This exercise calls for all the entries that follow to be set down exactly, without their images.
[[ RECORD SET, beginning ]]
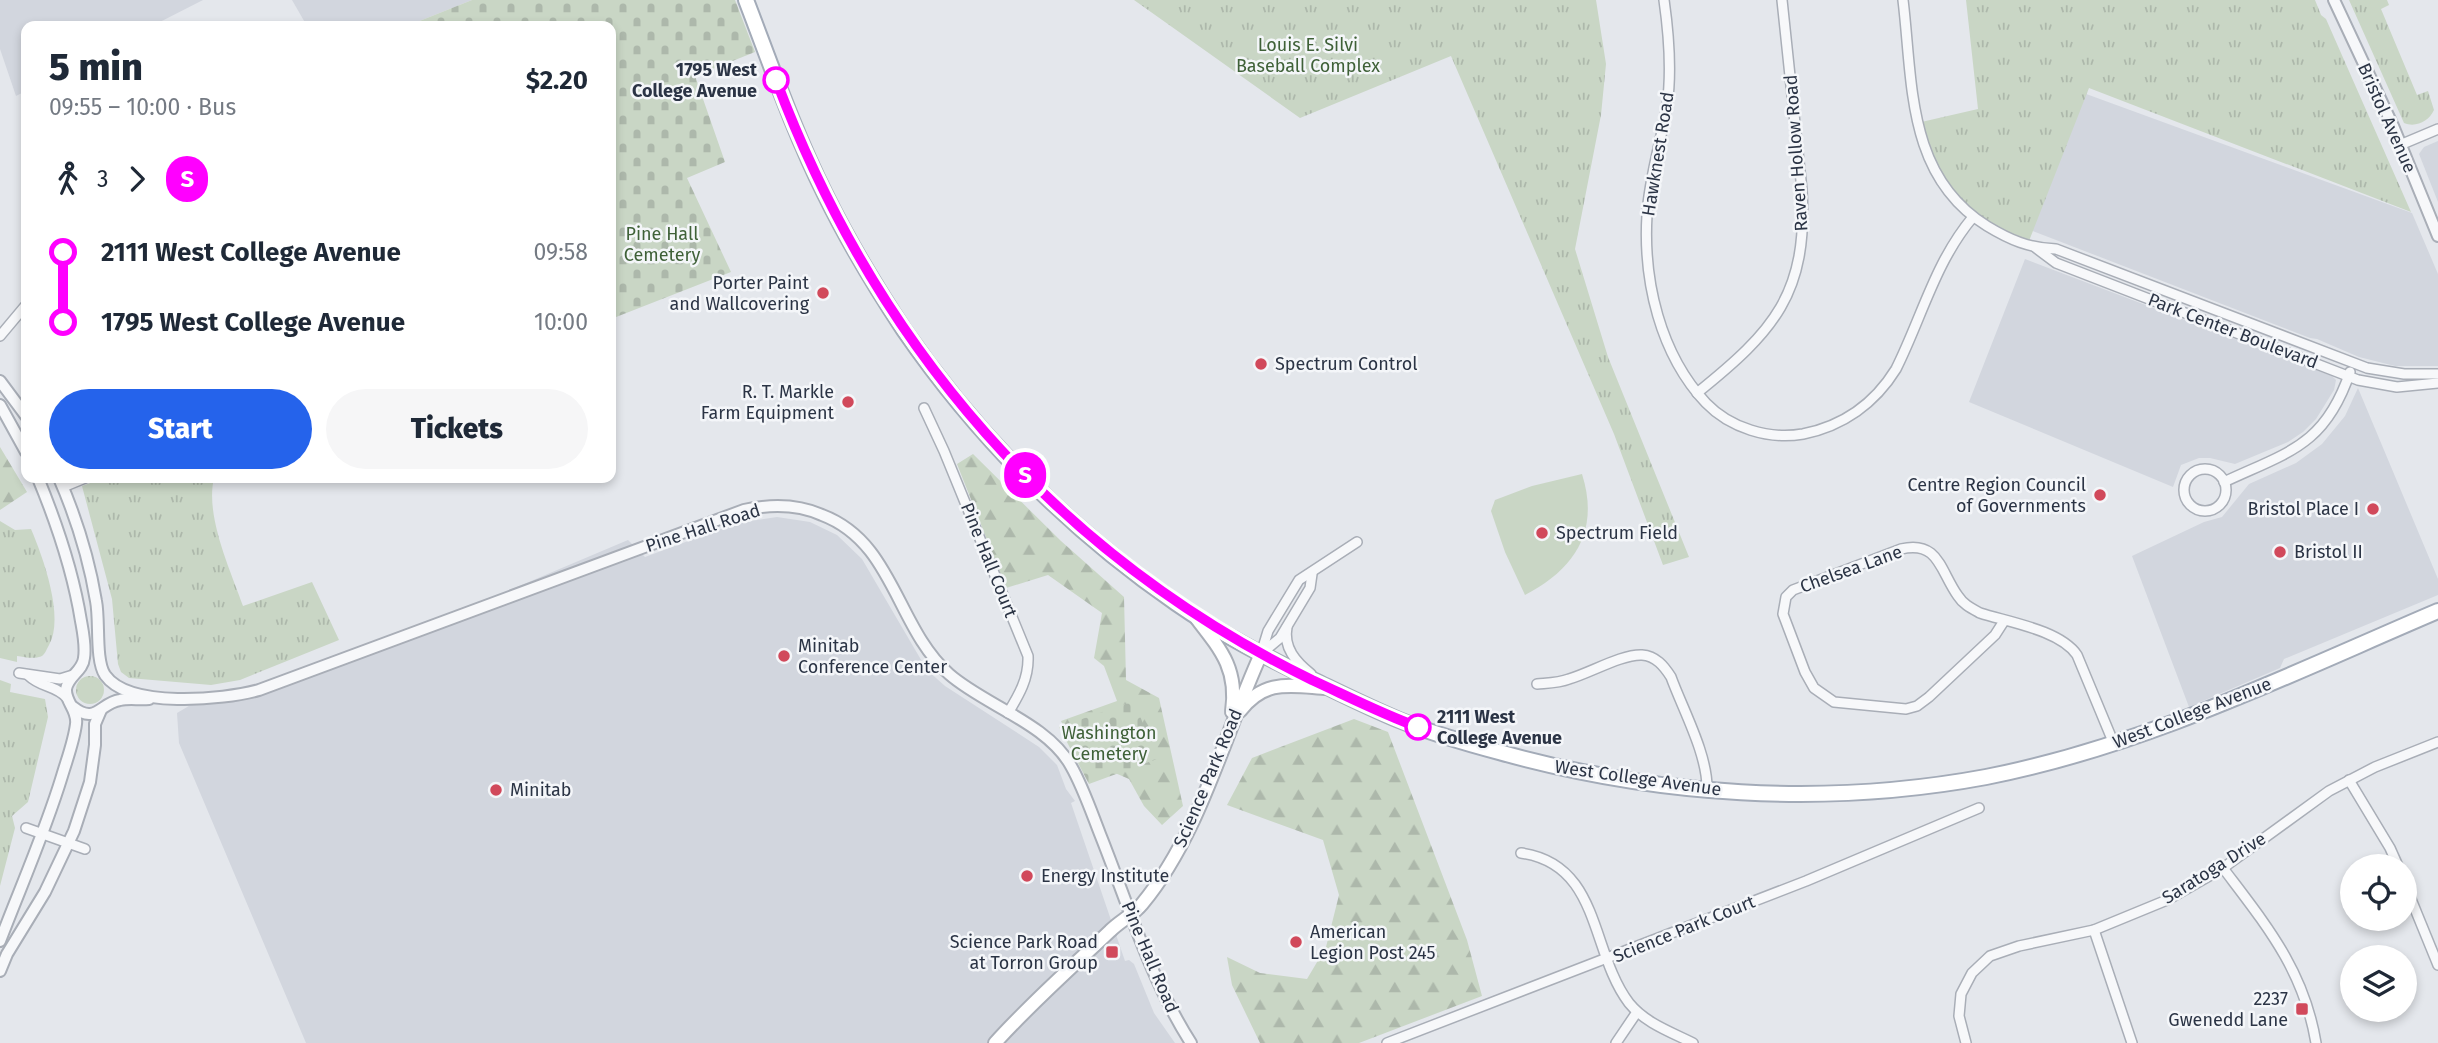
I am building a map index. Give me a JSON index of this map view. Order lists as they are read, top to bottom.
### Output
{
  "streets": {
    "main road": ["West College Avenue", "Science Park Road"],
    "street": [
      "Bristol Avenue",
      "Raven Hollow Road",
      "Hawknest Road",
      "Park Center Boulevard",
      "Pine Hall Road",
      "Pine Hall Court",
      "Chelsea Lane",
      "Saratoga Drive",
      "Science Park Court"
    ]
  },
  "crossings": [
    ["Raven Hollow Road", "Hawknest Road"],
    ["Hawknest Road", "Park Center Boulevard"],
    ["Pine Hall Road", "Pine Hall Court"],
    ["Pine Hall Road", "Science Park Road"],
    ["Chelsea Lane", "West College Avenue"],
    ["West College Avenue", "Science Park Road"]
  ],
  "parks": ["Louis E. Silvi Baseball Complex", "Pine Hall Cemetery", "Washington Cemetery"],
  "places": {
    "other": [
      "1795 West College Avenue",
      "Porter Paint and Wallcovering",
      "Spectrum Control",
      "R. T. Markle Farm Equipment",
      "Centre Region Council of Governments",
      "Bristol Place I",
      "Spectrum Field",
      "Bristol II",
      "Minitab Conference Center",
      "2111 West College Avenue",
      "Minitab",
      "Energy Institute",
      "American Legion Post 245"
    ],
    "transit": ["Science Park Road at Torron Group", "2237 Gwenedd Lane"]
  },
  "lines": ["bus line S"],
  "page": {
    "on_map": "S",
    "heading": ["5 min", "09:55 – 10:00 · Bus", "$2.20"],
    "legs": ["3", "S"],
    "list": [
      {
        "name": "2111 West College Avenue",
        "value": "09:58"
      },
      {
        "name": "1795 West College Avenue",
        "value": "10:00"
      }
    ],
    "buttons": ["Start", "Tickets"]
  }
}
[[ RECORD SET, end ]]
> _ANSWER SECTION_:
I am building a map index. Give me a JSON index of this map view. Order lists as they are read, top to bottom.
### Output
{
  "streets": {
    "main road": ["West College Avenue", "Science Park Road"],
    "street": [
      "Bristol Avenue",
      "Raven Hollow Road",
      "Hawknest Road",
      "Park Center Boulevard",
      "Pine Hall Road",
      "Pine Hall Court",
      "Chelsea Lane",
      "Saratoga Drive",
      "Science Park Court"
    ]
  },
  "crossings": [
    ["Raven Hollow Road", "Hawknest Road"],
    ["Hawknest Road", "Park Center Boulevard"],
    ["Pine Hall Road", "Pine Hall Court"],
    ["Pine Hall Road", "Science Park Road"],
    ["Chelsea Lane", "West College Avenue"],
    ["West College Avenue", "Science Park Road"]
  ],
  "parks": ["Louis E. Silvi Baseball Complex", "Pine Hall Cemetery", "Washington Cemetery"],
  "places": {
    "other": [
      "1795 West College Avenue",
      "Porter Paint and Wallcovering",
      "Spectrum Control",
      "R. T. Markle Farm Equipment",
      "Centre Region Council of Governments",
      "Bristol Place I",
      "Spectrum Field",
      "Bristol II",
      "Minitab Conference Center",
      "2111 West College Avenue",
      "Minitab",
      "Energy Institute",
      "American Legion Post 245"
    ],
    "transit": ["Science Park Road at Torron Group", "2237 Gwenedd Lane"]
  },
  "lines": ["bus line S"],
  "page": {
    "on_map": "S",
    "heading": ["5 min", "09:55 – 10:00 · Bus", "$2.20"],
    "legs": ["3", "S"],
    "list": [
      {
        "name": "2111 West College Avenue",
        "value": "09:58"
      },
      {
        "name": "1795 West College Avenue",
        "value": "10:00"
      }
    ],
    "buttons": ["Start", "Tickets"]
  }
}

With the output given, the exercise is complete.